Juan José Li Ng, economista de BBVA México, consideró posible que este aumento sea sólo coyuntural, pues no se observan condiciones fundamentales en la economía de Estados Unidos o en el empleo de los migrantes mexicanos que sugieran una senda de crecimiento sostenido para 2026.
“Parte del aumento reciente de las remesas podría explicarse por la volatilidad y aumento del tipo de cambio del peso mexicano frente al dólar estadunidense del 2.7% en marzo debido al conflicto entre Estados Unidos e Irán, y no por factores fundamentales del empleo o ingreso de los migrantes mexicanos”.
Destacó que a más de un año del inicio de la segunda administración del presidente Donald Trump, no es posible determinar si la actual política migratoria ha tenido efectos en los flujos de remesas a México, o si la población migrante mexicana en Estados Unidos ha logrado adaptarse y sortear las nuevas condiciones en ese país.
Ingreso real
Para la economía mexicana lo relevante es el poder adquisitivo de las remesas, que se obtiene convirtiéndolas a pesos mexicanos con el tipo de cambio del mes y ajustando por inflación.
De acuerdo con Gabriela Siller, directora de Análisis Económico y Financiero de Banco Base, en marzo el peso mostró una apreciación anual de 12.21%, lo que tiene un efecto negativo sobre el crecimiento anual del poder adquisitivo de las remesas.
“En pesos, las remesas mostraron una caída anual en marzo de 7.91 por ciento. Ajustando por inflación, el poder adquisitivo de las remesas en México cayó en marzo 11.94% anual, siendo el décimo mes consecutivo que el poder adquisitivo de las remesas registra una caída anual”.

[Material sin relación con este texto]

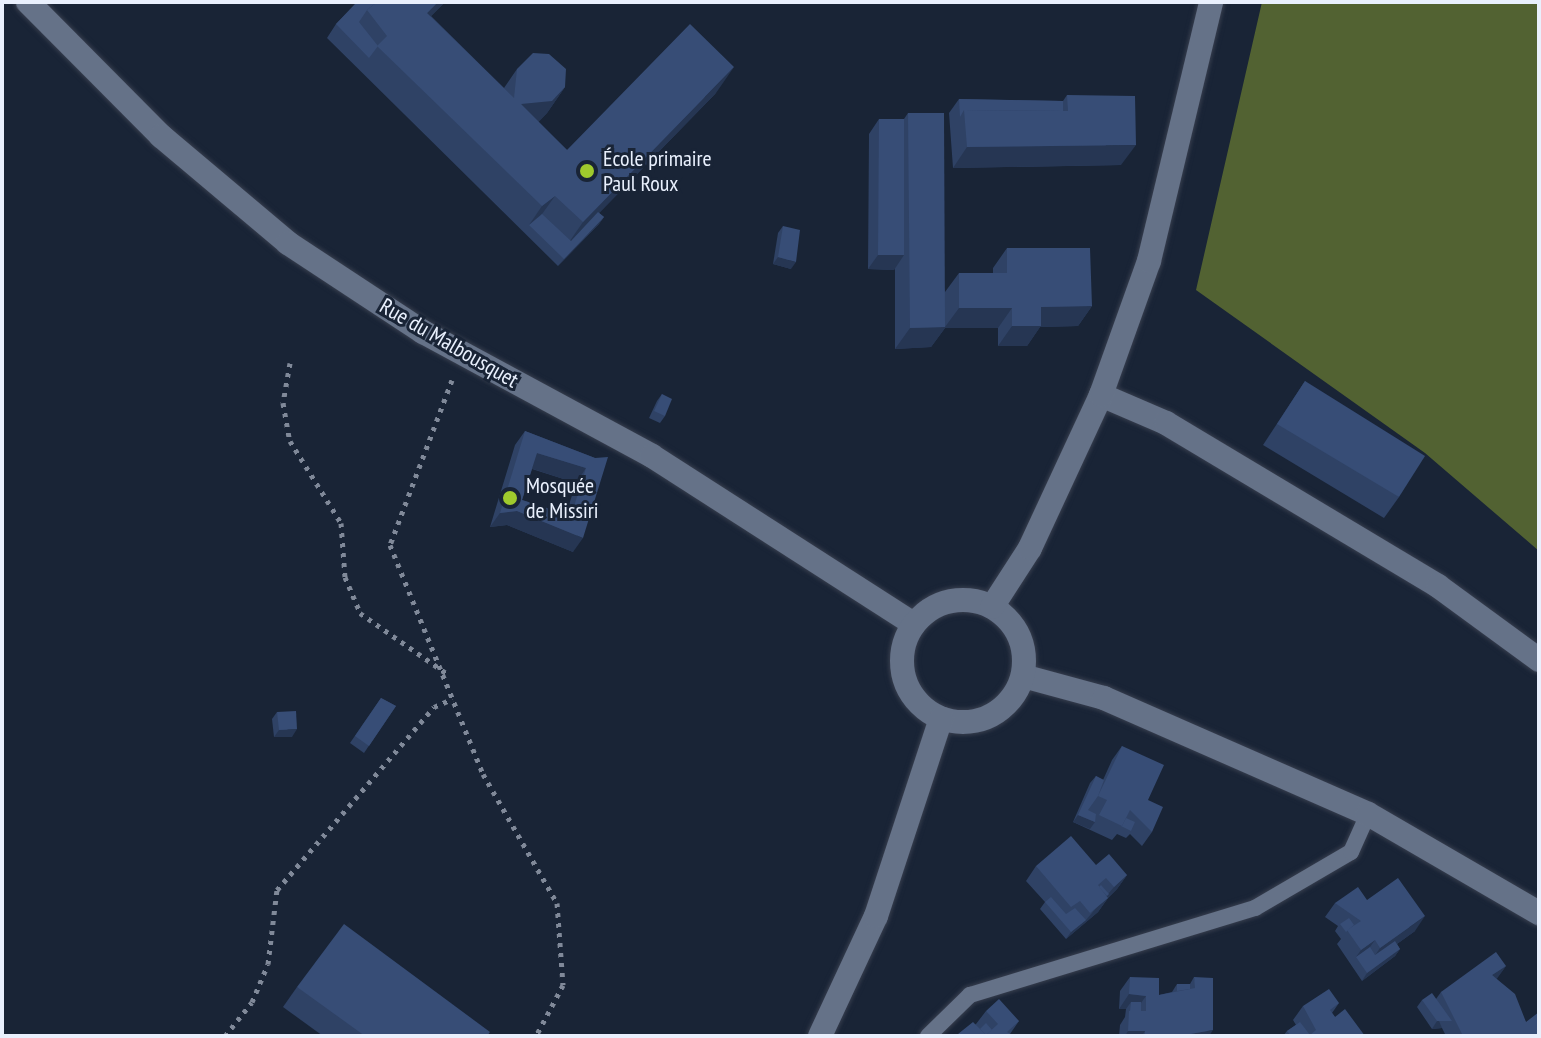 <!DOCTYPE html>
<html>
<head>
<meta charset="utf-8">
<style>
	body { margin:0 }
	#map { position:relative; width:1541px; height:1038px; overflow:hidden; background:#192436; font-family:"PT Sans Narrow",sans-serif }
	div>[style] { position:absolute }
	.forest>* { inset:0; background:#526232 }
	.path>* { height:5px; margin-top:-2.5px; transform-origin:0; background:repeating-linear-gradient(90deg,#808999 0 4px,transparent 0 10px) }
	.roads { filter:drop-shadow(0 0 2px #373e4e) drop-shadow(0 0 2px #373e4e) }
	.service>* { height:16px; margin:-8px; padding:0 8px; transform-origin:8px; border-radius:8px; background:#657288 }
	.minor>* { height:24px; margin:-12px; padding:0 12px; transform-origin:12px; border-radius:12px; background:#657288 }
	.secondary>* { height:24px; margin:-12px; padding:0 12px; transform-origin:12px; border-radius:12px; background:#657288 }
	.secondary>.ring { margin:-12px; padding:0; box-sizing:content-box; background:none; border:24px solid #657288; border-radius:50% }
	.wall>* { inset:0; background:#2f4265 }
	.shaded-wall>* { inset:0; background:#263653 }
	.building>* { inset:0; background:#374d76 }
	.dots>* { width:22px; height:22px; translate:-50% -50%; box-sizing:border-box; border:4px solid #192436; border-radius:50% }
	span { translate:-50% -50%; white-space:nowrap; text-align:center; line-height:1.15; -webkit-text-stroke:6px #192436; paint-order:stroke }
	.poi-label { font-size:22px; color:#e9f0fd }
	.left { translate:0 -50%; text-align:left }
	.street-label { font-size:22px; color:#e9f0fd }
	.frame { position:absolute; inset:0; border:4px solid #e9f0fd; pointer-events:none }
</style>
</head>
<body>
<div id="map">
	<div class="forest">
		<i style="clip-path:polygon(1262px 2px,1539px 2px,1539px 551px,1425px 453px,1196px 290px)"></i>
	</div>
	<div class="path">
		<i style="left:290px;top:363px;width:41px;rotate:99.9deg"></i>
		<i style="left:283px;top:403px;width:39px;rotate:80deg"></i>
		<i style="left:290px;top:441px;width:97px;rotate:58.1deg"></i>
		<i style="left:341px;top:523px;width:54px;rotate:85.8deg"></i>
		<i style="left:345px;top:577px;width:39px;rotate:67deg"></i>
		<i style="left:360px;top:613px;width:105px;rotate:34.9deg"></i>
		<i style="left:452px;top:380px;width:176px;rotate:110.6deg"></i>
		<i style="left:390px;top:545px;width:247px;rotate:67.9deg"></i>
		<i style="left:483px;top:774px;width:149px;rotate:60.2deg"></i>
		<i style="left:557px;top:903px;width:82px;rotate:85.8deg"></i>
		<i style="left:563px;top:985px;width:58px;rotate:117.9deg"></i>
		<i style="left:225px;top:1036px;width:43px;rotate:-51.5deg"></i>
		<i style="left:252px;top:1002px;width:41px;rotate:-67.2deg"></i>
		<i style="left:268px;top:964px;width:75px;rotate:-83.1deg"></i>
		<i style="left:277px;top:890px;width:241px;rotate:-49.4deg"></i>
		<i style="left:434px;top:707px;width:20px;rotate:-24deg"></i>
	</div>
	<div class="roads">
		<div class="service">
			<i style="left:928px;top:1036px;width:59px;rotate:-44.3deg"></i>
			<i style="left:970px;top:995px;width:298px;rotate:-17deg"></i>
			<i style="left:1255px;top:908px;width:111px;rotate:-30.3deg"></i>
			<i style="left:1351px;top:852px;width:42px;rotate:-65.9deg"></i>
		</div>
		<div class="minor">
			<i style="left:28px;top:2px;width:189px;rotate:45.2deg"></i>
			<i style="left:161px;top:136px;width:166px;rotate:40.1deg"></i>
			<i style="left:288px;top:243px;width:162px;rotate:33.4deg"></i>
			<i style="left:423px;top:332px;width:260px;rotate:28.4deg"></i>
			<i style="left:652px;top:456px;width:311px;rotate:32.7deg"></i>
			<i style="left:1101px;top:395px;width:71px;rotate:23.3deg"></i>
			<i style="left:1166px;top:423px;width:317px;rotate:30.9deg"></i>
			<i style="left:1438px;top:586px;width:125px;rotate:36.2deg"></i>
			<i style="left:1023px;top:676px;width:84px;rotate:15.2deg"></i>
			<i style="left:1104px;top:698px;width:288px;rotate:23.7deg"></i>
			<i style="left:1368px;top:814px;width:198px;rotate:30.1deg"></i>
		</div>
		<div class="secondary">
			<i class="ring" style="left:902px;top:600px;width:98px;height:98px"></i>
			<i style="left:992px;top:607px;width:70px;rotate:-57.2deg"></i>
			<i style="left:1030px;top:548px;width:169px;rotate:-65.1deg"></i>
			<i style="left:1101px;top:395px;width:142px;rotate:-70.3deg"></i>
			<i style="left:1149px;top:261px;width:266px;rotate:-76.5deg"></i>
			<i style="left:820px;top:1036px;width:132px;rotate:-65deg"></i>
			<i style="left:876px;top:916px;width:208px;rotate:-71.8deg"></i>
		</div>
	</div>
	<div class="wall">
		<i style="clip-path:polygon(357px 2px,445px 2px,431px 16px,504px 88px,517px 69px,565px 87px,547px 113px,538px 122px,567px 150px,716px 93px,599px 213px,604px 217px,599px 224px,558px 266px,327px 38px,336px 24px)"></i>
		<i style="clip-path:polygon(1067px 95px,1121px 165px,953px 168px,949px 113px,959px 99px,1063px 101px)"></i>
		<i style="clip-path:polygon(908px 113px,945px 292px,959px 273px,993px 273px,993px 268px,1007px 248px,1092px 306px,1078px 326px,1040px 327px,1027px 346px,998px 346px,998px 328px,945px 328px,931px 347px,895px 349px,895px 268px,894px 270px,868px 269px,869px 134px,879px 119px,904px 119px)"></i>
		<i style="clip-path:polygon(783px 226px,791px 269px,773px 264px,778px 233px)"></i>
		<i style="clip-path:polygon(1305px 381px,1399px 497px,1384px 518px,1263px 445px)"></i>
		<i style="clip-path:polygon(662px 394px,665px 416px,660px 423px,649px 418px,657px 401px)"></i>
		<i style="clip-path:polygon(evenodd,525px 431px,595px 458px,573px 552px,507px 525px,490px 527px,515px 445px,525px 431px,532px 469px,576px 483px,566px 514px,522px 500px,532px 469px)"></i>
		<i style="clip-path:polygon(381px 698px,396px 706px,364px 753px,350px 743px)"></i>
		<i style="clip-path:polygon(277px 712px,292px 737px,274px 737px,272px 719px)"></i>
		<i style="clip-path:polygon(1122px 746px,1148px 800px,1152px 832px,1142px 846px,1130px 834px,1126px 838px,1117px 834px,1112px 840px,1073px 822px,1090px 783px,1096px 776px,1103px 780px,1112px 760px)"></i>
		<i style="clip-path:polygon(1096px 865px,1127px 875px,1117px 889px,1108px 898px,1098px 912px,1066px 939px,1040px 909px,1045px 902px,1026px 881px,1036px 866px)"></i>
		<i style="clip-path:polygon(1367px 900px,1415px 931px,1397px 944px,1400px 949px,1395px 956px,1362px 981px,1337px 944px,1341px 939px,1335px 931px,1338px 926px,1325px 917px,1335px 903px)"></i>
		<i style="clip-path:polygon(1506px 966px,1496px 979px,1526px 1022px,1539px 1036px,1446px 1036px,1442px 1028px,1432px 1029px,1417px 1007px,1422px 1000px,1436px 999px,1441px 992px)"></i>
		<i style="clip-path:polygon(1130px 977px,1159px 995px,1172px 992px,1177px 984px,1190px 984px,1194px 977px,1209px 1036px,1119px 1036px,1120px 1025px,1125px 1017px,1126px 1009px,1119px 1009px,1120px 991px)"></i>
		<i style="clip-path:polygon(297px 987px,487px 1036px,323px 1036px,283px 1007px)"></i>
		<i style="clip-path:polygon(1339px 1003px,1332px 1013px,1335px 1017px,1365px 1036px,1283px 1036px,1287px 1031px,1296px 1025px,1293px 1020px,1303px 1006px)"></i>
		<i style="clip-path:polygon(986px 1011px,1019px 1021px,1010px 1034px,1014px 1036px,957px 1036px,976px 1024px)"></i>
	</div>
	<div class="shaded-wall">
		<i style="clip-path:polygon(438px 2px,445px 2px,409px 38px,427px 13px)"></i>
		<i style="clip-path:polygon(734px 67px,716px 93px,565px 248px,583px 222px)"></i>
		<i style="clip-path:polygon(565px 87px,547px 113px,534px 127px,521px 104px)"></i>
		<i style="clip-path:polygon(1136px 145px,1121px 165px,953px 168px,967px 147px)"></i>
		<i style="clip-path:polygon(555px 196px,537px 221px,529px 225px,542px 206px)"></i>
		<i style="clip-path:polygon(604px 217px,599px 224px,558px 266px,564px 259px)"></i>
		<i style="clip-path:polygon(878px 255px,904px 255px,894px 270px,868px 269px)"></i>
		<i style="clip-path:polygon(778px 257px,796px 262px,791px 269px,773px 264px)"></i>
		<i style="clip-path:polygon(1092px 306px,1078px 326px,1040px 327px,1027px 346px,998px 346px,1012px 326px,1041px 307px)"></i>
		<i style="clip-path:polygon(959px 308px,1012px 308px,998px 328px,945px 328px,931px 347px,895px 349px,910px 328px,945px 327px)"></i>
		<i style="clip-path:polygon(537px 453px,586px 468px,576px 483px,527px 467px)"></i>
		<i style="clip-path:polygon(517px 511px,583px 538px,573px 552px,507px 525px,490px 527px,500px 513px)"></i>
		<i style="clip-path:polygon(297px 729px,292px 737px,274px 737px,279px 730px)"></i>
		<i style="clip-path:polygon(1078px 815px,1095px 822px,1090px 829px,1073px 822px)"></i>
		<i style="clip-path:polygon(1127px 875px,1117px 889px,1097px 907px,1108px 898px,1098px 912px,1066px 939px,1071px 932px,1086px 920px,1114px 887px)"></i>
		<i style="clip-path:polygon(1425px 916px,1415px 931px,1370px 963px,1380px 948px)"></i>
		<i style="clip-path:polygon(1375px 940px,1365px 954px,1356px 957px,1351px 964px,1361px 950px)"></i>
		<i style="clip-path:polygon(1400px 949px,1395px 956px,1362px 981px,1367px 973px)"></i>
		<i style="clip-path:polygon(1506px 966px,1496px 980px,1492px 975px)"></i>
		<i style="clip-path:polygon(1129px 994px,1146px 996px,1136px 1010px,1131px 1002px,1126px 1009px,1119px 1009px)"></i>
		<i style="clip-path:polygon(1437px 1021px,1439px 1021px,1442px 1028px,1432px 1029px)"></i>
		<i style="clip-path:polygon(1213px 1030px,1209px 1036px,1179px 1036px)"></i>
		<i style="clip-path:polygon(1128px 1031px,1145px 1031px,1142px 1036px,1125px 1036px)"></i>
	</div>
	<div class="building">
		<i style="clip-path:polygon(357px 2px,377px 2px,367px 10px,359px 22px,378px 46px,369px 58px,336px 24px)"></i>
		<i style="clip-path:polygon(377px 2px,438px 2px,427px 13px,514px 98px,517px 69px,533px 53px,549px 54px,566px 69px,565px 87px,552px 101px,521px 104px,567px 150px,690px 24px,734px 67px,583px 222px,555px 196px,542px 206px,377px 46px,387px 36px,367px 10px)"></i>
		<i style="clip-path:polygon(1067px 95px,1135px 96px,1136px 145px,967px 147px,964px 110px,1068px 111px)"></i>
		<i style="clip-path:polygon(959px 99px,1063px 101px,1063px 111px,964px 110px,960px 117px)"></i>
		<i style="clip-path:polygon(908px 113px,944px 113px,945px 327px,910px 328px)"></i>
		<i style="clip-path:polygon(879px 119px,904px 119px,904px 255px,878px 255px)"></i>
		<i style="clip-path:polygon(598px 212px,604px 217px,564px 259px,529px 225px,542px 214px,571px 241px)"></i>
		<i style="clip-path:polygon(783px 226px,800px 230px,796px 262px,778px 257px)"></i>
		<i style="clip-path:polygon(1007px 248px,1090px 248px,1092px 306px,1041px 307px,1041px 326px,1012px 326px,1012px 308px,959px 308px,959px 273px,1007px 273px)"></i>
		<i style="clip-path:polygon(1305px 381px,1425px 456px,1399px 497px,1277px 424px)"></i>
		<i style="clip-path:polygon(662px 394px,672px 399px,665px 416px,654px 411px)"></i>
		<i style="clip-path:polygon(evenodd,525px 431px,595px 458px,608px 457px,583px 538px,517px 511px,500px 513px,525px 431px,537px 453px,586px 468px,571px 516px,522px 500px,537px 453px)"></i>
		<i style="clip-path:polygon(381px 698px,396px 706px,369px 746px,355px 736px)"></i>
		<i style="clip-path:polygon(296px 711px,297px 729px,279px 730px,277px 712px)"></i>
		<i style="clip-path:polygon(1122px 746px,1164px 765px,1148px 800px,1163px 807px,1152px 832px,1130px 810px,1122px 826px,1099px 815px,1107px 800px,1098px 796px)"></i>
		<i style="clip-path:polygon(1096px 776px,1104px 780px,1098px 796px,1088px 810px,1096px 814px,1095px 822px,1078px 815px)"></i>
		<i style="clip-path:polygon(1126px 818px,1135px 822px,1131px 831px,1121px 826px,1122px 826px)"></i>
		<i style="clip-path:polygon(1071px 836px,1096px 865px,1109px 854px,1127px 875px,1114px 887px,1106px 878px,1098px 885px,1108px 898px,1090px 913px,1080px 901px,1071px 907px,1036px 866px)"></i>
		<i style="clip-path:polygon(1398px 878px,1425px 916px,1380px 948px,1375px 940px,1361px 950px,1347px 930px,1361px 921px,1335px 903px,1358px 887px,1367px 900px)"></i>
		<i style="clip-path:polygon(1101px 885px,1109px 894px,1107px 896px,1099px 887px)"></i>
		<i style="clip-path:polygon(1051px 897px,1066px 914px,1075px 908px,1086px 920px,1071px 932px,1045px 902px)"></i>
		<i style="clip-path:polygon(1349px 918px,1354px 925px,1346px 932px,1340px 924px)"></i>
		<i style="clip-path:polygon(344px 924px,490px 1032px,487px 1036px,365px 1036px,297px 987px)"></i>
		<i style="clip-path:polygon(1395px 941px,1400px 949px,1367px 973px,1356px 957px,1370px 947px,1375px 955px)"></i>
		<i style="clip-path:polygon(1496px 952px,1506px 966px,1492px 975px,1515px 994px,1526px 1022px,1539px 1012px,1539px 1033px,1534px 1036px,1463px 1036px,1441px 992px)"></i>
		<i style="clip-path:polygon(1130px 977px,1159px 978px,1159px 995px,1195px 988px,1194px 977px,1213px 978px,1213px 1030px,1179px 1036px,1145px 1036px,1145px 1031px,1128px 1031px,1129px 1011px,1146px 1011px,1146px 996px,1129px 994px)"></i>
		<i style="clip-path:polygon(1177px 984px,1190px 984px,1190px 989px,1177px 991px)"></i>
		<i style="clip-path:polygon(1329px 989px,1339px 1003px,1330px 1010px,1335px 1017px,1345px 1009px,1365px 1036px,1309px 1036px,1316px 1030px,1303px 1006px)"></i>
		<i style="clip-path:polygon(1432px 993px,1452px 1021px,1437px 1021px,1422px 1000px)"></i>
		<i style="clip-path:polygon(999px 999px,1019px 1021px,1007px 1032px,1014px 1036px,960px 1036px,958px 1034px,973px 1022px,986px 1035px,998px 1024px,986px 1011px)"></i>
		<i style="clip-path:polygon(1131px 1002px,1141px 1002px,1141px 1011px,1130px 1011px)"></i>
		<i style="clip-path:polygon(1300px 1022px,1310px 1035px,1291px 1036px,1287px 1031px)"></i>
		<i style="clip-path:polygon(986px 1023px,992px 1030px,986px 1035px,980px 1029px)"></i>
	</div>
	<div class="dots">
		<i style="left:587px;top:171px;background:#9fca2d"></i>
		<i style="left:510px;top:498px;background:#9fca2d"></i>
	</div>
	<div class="poi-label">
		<span class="left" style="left:603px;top:171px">École primaire<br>Paul Roux</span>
		<span class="left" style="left:526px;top:498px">Mosquée<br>de Missiri</span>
	</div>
	<div class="street-label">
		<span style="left:449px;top:343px;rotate:30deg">Rue du Malbousquet</span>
	</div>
	<div class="frame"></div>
</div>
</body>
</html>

Aclaró que esto es relevante, debido que durante 2025, las remesas representaron 3.40% del Producto Interno Bruto (PIB) y la pérdida del poder adquisitivo de las remesas contribuye con el bajo crecimiento económico.
Mejoran perspectivas
Banco Base revisó al alza el crecimiento esperado de las remesas en 2026, de 2.6 a 3.5%, para ubicarlo en 63,940 millones de dólares.
Gabriela Siller explicó que con un tipo de cambio promedio de 18.05 pesos por dólar en el año y una inflación de 4.2% en diciembre, el poder adquisitivo de las remesas registraría una caída de 6.32% respecto al 2025, con lo que caería por segundo año consecutivo.